PROBLEM REQUIREMENTS: Down to the last line, set down the material below exactly, excluding pictures.

DATASET EXTRACT:
-----

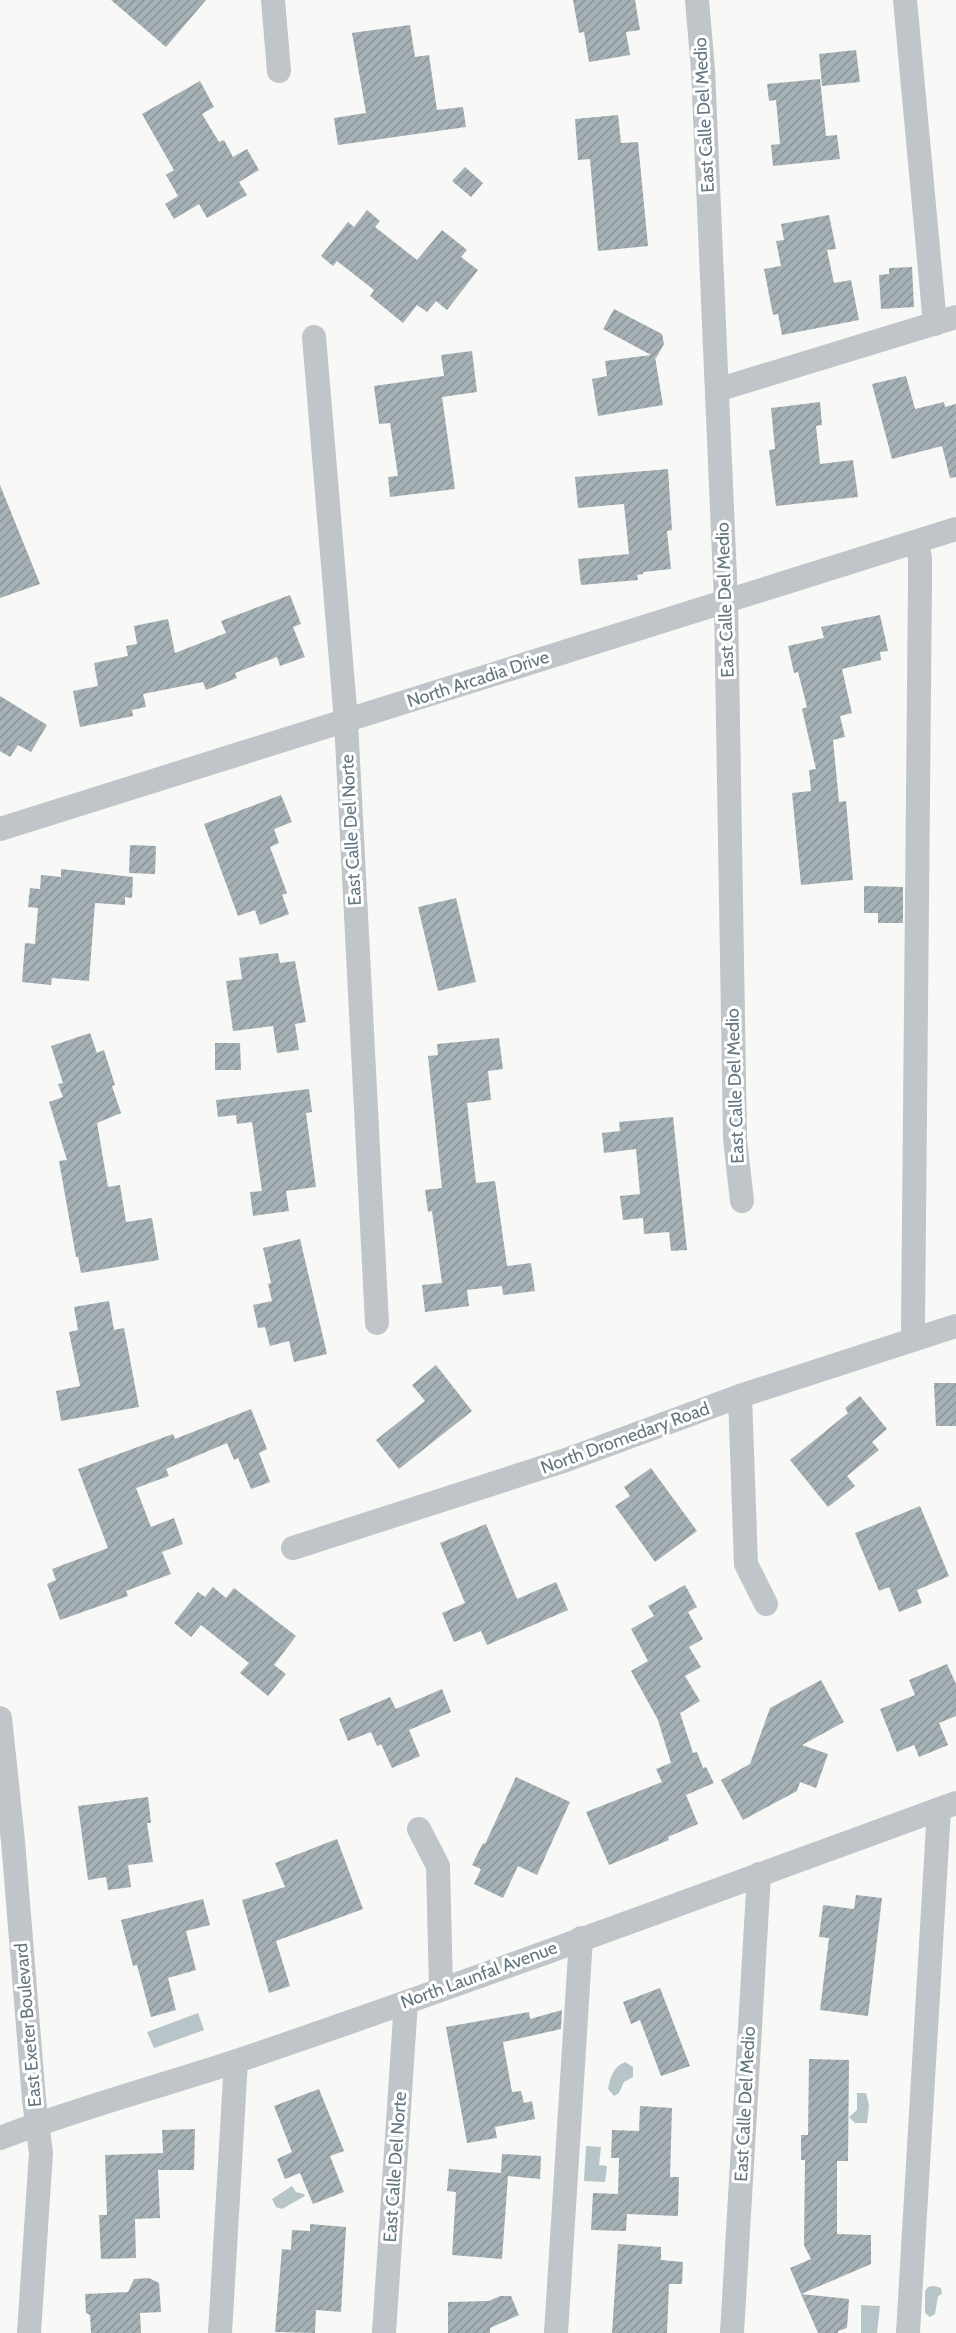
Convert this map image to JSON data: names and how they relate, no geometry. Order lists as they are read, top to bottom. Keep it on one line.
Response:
{"streets":{"street":["East Calle Del Medio","North Arcadia Drive","East Calle Del Norte","North Dromedary Road","North Launfal Avenue","East Exeter Boulevard"]},"crossings":[["East Calle Del Medio","North Arcadia Drive"],["East Calle Del Medio","North Launfal Avenue"],["North Arcadia Drive","East Calle Del Norte"],["East Calle Del Norte","North Launfal Avenue"],["North Launfal Avenue","East Exeter Boulevard"]]}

-----

TASK OUTPUT:
Convert this map image to JSON data: names and how they relate, no geometry. Order lists as they are read, top to bottom. Keep it on one line.
Response:
{"streets":{"street":["East Calle Del Medio","North Arcadia Drive","East Calle Del Norte","North Dromedary Road","North Launfal Avenue","East Exeter Boulevard"]},"crossings":[["East Calle Del Medio","North Arcadia Drive"],["East Calle Del Medio","North Launfal Avenue"],["North Arcadia Drive","East Calle Del Norte"],["East Calle Del Norte","North Launfal Avenue"],["North Launfal Avenue","East Exeter Boulevard"]]}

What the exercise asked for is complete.